Overlawyered is lucky to have a valued set of commenters from whom I often learn things, and it’s been quite a while since our comments section has suffered from any outbreak of bad commenter behavior, flame wars, or that sort of thing. I was reminded of our good fortune since several bloggers have recently added guidelines on comments moderation or otherwise outlined their views. At Volokh Conspiracy, known for its busy and high-quality comments section, Orin Kerr has posted a “Clarified Comments Policy” which with perhaps a slight change here or there could also serve as a comments policy for this site. Meanwhile, the site I helped launch a couple of weeks ago, Secular Right, from almost its first day attracted a high comments volume (more than 2,000 comments in the first two weeks) including more than a few that were contentious or uncivil — not an unexpected consequence when there are sharp disagreements on the topic of religion. After one blowup I noted the following:
Let’s make it clear right now, though, that this is a moderated comments section. It may resemble a very broadminded letters-to-the-editor column; it is not going to resemble a public-access cable channel, graffiti wall, or Hyde Park Speakers’ Corner if I or DH can help it.
What’s more, it’s moderated for the benefit of this site’s intended audience, bearing in mind that some lines of discussion more quickly become tedious and irrelevant to that audience than others. Up to a point, I have no objection to efforts to save our immortal souls or turn us into leftier-than-thou Kossacks so long as they have decent entertainment value (short, witty, and nonrepetitive all help).
One group we’d be better off without are those who feel that commenting on this site is somehow a matter of right, no matter what the tedium factor, and radiate wounded entitlement when they learn that’s not how it’s going to work. They really would be happier elsewhere.
Scott Greenfield at Simple Justice is kind enough to quote this in a post discussing his own moderation practices, and then adds several more pertinent thoughts which are worth reading by anyone interested in comments sections. Meanwhile, Social Services for Feral Children touches on some of the legalities involved (“I love you all. Don’t get me sued.”).
As I say, much of this may seem not especially timely at the moment since this site is not experiencing any particular problem with comments, but I’m going to post it just so that I can refer back to it in some time of greater need.

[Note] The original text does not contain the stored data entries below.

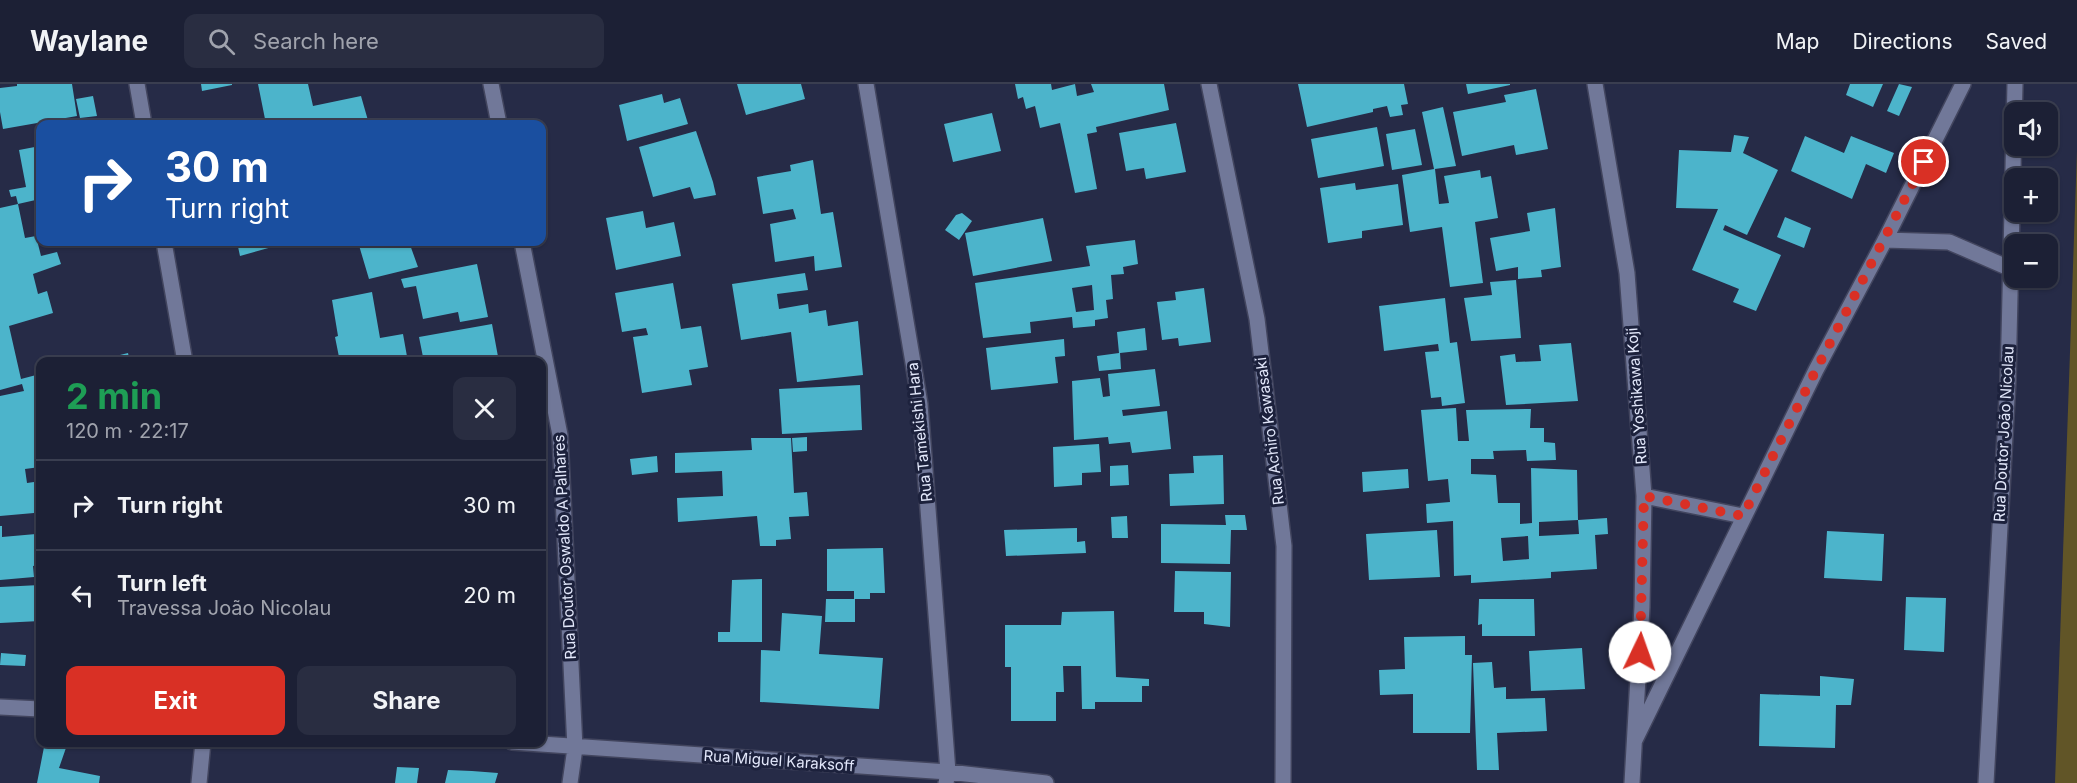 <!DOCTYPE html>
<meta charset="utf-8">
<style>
:root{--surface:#1c2035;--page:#292d41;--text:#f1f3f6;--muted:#a0a3ad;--line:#3a3e50;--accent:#d93025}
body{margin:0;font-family:Inter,sans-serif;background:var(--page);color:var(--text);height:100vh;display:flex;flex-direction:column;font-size:22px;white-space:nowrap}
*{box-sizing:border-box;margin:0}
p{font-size:20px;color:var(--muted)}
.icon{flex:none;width:33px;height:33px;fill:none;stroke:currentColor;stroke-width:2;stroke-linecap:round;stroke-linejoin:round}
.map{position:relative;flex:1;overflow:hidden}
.sheet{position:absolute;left:36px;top:273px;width:510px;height:390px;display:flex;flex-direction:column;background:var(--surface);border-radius:12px;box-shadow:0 2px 4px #0004,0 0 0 2px var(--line)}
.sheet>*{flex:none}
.guide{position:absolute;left:36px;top:36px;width:510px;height:126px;border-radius:12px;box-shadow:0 2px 4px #0004,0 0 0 2px var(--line);background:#1a4fa0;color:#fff;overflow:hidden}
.buttons{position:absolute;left:2004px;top:18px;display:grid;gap:12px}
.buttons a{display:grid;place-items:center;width:54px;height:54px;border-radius:12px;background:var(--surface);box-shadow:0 2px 4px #0004,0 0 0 2px var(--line);font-size:30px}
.pin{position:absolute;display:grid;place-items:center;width:51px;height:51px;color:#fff;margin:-26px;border:3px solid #fff;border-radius:50%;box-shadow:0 2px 6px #0007}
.me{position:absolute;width:66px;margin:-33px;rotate:3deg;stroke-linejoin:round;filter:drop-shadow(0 0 4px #0008)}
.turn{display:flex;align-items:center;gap:21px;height:126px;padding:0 30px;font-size:27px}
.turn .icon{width:78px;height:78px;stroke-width:2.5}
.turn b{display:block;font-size:42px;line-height:51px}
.round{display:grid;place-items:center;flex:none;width:63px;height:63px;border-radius:12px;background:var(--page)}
.overview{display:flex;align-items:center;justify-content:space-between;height:102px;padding:0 30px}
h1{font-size:36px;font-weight:700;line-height:45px;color:#1e9e55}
.cta{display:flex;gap:12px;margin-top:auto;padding:12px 30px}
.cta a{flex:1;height:69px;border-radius:12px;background:var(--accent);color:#fff;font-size:24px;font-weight:700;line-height:69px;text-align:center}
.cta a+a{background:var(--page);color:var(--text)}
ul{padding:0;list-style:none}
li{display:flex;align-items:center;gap:18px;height:90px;padding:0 30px;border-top:2px solid var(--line)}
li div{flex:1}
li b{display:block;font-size:22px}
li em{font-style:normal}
header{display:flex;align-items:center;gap:36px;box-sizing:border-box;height:84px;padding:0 30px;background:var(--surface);border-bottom:2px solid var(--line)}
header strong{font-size:28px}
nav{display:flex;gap:33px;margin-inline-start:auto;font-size:21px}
.search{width:420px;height:54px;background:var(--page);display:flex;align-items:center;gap:15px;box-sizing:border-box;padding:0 21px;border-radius:12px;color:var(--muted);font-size:22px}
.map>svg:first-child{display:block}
.forest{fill:#615527}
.building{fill:#4cb4cb;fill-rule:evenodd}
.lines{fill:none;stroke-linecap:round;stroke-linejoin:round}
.street-casing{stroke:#42455e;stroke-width:18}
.street{stroke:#717899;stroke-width:15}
.route{stroke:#d93025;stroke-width:10;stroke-dasharray:0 18}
.labels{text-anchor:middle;stroke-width:6;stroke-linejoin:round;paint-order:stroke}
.street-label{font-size:15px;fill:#e3e8fb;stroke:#1c213c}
</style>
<header>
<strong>Waylane</strong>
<div class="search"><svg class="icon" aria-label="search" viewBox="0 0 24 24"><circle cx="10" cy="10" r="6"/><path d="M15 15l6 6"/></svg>Search here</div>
<nav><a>Map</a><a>Directions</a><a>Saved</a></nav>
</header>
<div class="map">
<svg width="2077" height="699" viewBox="0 0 2077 699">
<rect width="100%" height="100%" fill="#262b47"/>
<path class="forest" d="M2077,67V699H2055Z"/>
<path class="building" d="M17,0H72L77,32L3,45L0,28V4L17,2Z
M201,0H232V1L202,7Z
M258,0H308L313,22L361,12L369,40H266Z
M737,0H801L805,15L746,31Z
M1015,0H1051L1052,6L1075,0L1077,12L1094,8L1091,0H1164L1169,26L1096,43L1097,48L1087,50L1097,105L1075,109L1060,39L1040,44L1035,22L1026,25L1023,13L1018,15Z
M1298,0H1404L1408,20L1401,21L1403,31L1390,33L1387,22L1373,25V28L1307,43Z
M1466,0H1510V1L1468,10Z
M1850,0H1883L1873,23L1846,11Z
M1899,0L1912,3L1899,32L1887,27Z
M1536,5L1548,65L1516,71L1514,61L1462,72L1453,28L1506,18L1504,11Z
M662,10L664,19L680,14L688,40L627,57L619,21Z
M93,12L97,32L80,34L76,15Z
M1443,23L1456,82L1435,85L1439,120L1449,119L1444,92L1480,86L1481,94L1491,92L1498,134L1475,138L1483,199L1450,203L1442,143L1410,148L1402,91L1434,85L1422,28Z
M992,29L1001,67L953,78L944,40Z
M1176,39L1186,88L1146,95L1144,84L1126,87L1119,49Z
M1377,43L1384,82L1318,94L1311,55Z
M1415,45L1422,81L1392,86L1386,50Z
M696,47L713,98L716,111L694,115L690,103L653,113L639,63Z
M1734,51L1749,53L1743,69L1778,86L1747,151L1725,141L1723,146L1781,171L1756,227L1733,218L1739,205L1692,186L1718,125L1676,124L1679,66L1731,68Z
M1805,52L1844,69L1851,52L1894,69L1886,89L1866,80L1852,115L1791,87Z
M40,62V115L18,120L16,112L11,113L9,106L26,103L19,66Z
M813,76L821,130L833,128L842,183L815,187L814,172L775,178L770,140L796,135L793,125L763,130L757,93L791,87L790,81Z
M1355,99L1356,106L1398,100L1403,141L1362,147V154L1328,159L1320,104Z
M18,120L25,154L36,152L41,172L57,168L61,180L33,190L38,210L47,207L53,229L9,242L21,295L40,290V383L25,385L27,399L34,398L35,414L40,413V424H34V429L0,432V312L24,307L22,300L0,306V124Z
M1555,124L1561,183L1541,186L1542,193L1518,195V183L1496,187L1490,154L1530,147L1527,129Z
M643,127L646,144L674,138L681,172L616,186L606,134Z
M962,129L972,137L959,156L945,146L956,131Z
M1785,133L1811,144L1804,164L1777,153Z
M1043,134L1052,177L973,192L965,149Z
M1135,156L1138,180L1123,183L1124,190L1111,191L1113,215L1106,216L1108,234L1095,236V242L1073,244L1072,233L1030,238L1031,249L983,254L975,199L1090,182L1086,162ZM1092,201L1094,226L1076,228L1072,204Z
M237,158H290L240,172Z
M358,158H409L418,183L369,195Z
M477,180L488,233L460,238L458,228L423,235L416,202L404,204L401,195Z
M805,189L808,206L777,210L779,225L808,220L809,229L826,226L828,242L858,237L863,291L797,298L791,248L741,256L732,200Z
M1516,196L1521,254L1471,257L1464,214L1492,211L1490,198Z
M673,199L681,245L701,242L708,283L689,286L692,301L642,309L633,253L648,251L646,244L622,248L615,209Z
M1204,204L1211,258L1179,262L1178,254L1162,256L1157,218L1176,216L1175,208Z
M372,208L380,254L403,250L408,278H340L335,253L338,252L332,216Z
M1445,214L1450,259L1457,258L1465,319L1442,322L1441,313L1431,314L1425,268L1439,267L1438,260L1384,267L1379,222Z
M492,240L499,278H424L419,253Z
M1145,244L1147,266L1120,269L1121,285L1099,287L1097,272L1119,269L1117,248Z
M1064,255L1065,272L1055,273L1058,299L991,306L986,264Z
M1571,259L1578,317L1506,321L1500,272L1515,270L1516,278L1541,277L1539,261Z
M128,269L130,278H96V277Z
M1155,285L1160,322L1122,326L1123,332L1167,327L1171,365L1132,369L1130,358L1109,360L1108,353L1074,356L1072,297L1100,294L1103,313L1110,312L1108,290Z
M860,301L862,346L782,350L779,305Z
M1456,324L1458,357H1469L1466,326L1531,325L1530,344H1544V358L1555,359L1556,376L1527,377L1526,366L1493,367L1494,375H1471V390L1496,391L1498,419H1520V440L1532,439L1531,384L1577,386L1578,436L1607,434L1608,450L1595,451L1597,485L1551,488V494L1471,499V491L1454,492L1453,437L1427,439L1426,420L1450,418L1448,395L1428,397L1421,326ZM1578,436L1579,450L1539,452V438ZM1528,452L1529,475L1503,477L1501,454Z
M807,353V367L793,368L792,354Z
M751,354H791L794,409L807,408L809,432L789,433L791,455L776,456V462H760L757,432L678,438L677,414L723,412L722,387L675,389V369L752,366Z
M1099,360L1101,388L1082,389V401L1054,403L1053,363Z
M1223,371L1224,420L1170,422L1169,390L1194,389L1193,372Z
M657,372L658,388L632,391L630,375Z
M1128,381L1129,401L1110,402V382Z
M1408,385L1409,404L1363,408L1362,388Z
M1225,431H1245L1247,446H1231L1230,480L1161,479V440L1226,441Z
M1127,432L1128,454H1112L1111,433Z
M0,442H2V453L36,450L39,481L33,482L34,493L0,496Z
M1077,444V458L1085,457L1086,469L1006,472L1004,446Z
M1437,446L1440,493L1369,496L1366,450Z
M1827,447L1884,450L1882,497L1824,494Z
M883,464L885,509H870V515H855V538H825L826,515H854V507H827V465Z
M1175,487L1231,488L1230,543L1204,540V528H1174Z
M762,495V558H718V548H730L732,496Z
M40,501V537L0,539V503Z
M1906,513L1946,514L1944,568L1904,566Z
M1479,515H1534L1535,552H1482V540L1478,541Z
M1114,527L1116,593L1149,595V602H1142V618H1095V625H1082L1081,582H1063L1064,608H1056V637H1011V583H1005V541H1061L1062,528Z
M782,529L822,532L819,570L883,574L879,625L760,618L761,566L780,567Z
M1465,552V571H1472L1470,649H1413V610L1380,611L1379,586L1405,585L1404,553Z
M1582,564L1585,605L1531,607L1529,567Z
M1,569L26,571L25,582L0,581Z
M1492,578L1494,604L1506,603V615L1545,614L1547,647L1497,649L1499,686H1477L1473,579Z
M1820,592L1854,595L1851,621H1836L1835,664L1759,662L1760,610L1820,612Z
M45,658L67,661L59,684L100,692L99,699H37Z
M397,683L419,684L417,699H395Z
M448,686L472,687L498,689L495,699H445Z"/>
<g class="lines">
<defs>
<path id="street" d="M137,0L144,40
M491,0L499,40
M866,0L920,320L948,688L946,699
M1209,0L1257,235L1284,462L1283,699
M1595,0L1627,189L1644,412L1642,523L1632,699
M1885,156L1949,158L2009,184
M164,158L185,278
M522,158L560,351L575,664L570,699
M1644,412L1743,432
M0,623L40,625
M1635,656L1816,286L1885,156L1963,0
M512,658L948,688L1046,699
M199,699L203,658
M1986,699L2008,296L2015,0"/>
</defs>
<use href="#street" class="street-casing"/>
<use href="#street" class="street"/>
</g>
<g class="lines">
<path class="route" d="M1640,568L1644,412L1743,432L1816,286L1924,78"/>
</g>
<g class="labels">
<g class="street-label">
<text transform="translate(1637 312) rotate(-94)" y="5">Rua Yoshikawa Koji</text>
<text transform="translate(1270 347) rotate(-97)" y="5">Rua Achiro Kawasaki</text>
<text transform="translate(920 348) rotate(-96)" y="5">Rua Tamekishi Hara</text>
<text transform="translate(2004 350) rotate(-87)" y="5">Rua Doutor João Nicolau</text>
<text transform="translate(565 463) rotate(-93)" y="5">Rua Doutor Oswaldo A Palhares</text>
<text transform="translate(779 677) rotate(4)" y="5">Rua Miguel Karaksoff</text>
</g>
</g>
</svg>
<div class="buttons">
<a><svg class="icon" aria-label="sound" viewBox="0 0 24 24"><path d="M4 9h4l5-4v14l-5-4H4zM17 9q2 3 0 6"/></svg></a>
<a>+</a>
<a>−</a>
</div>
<div class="pin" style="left:1924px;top:78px;background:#d93025"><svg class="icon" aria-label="arrive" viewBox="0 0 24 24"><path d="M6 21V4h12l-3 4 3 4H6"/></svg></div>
<svg class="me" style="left:1640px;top:568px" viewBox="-20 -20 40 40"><circle r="19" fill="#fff"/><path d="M0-13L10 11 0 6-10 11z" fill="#d93025"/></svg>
<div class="guide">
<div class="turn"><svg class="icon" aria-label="right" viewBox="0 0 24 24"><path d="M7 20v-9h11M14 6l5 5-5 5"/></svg><div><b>30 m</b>Turn right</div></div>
</div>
<section class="sheet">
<div class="overview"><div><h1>2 min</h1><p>120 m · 22:17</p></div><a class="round"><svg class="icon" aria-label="close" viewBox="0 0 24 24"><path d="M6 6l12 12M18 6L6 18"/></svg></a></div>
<ul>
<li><svg class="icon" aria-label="right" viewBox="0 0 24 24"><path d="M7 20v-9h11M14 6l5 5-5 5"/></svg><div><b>Turn right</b></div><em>30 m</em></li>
<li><svg class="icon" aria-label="left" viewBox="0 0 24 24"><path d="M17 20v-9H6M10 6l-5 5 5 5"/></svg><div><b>Turn left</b><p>Travessa João Nicolau</p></div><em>20 m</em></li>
</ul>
<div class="cta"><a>Exit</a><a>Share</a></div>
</section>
</div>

P.S. Orin Kerr returns with another post on the topic. Ideas from the resulting thread include: deputizing trusted commenters with moderation powers; nesting comment sub-threads; allowing readers to rate comments with a +1 or -1 reaction; adding “ignore this commenter” options for users; and collapsing some types of comments to single lines that readers could click for more. Most of these steps lay beyond our current technical capabilities, though I’m not sure what’s available by way of WP plugins.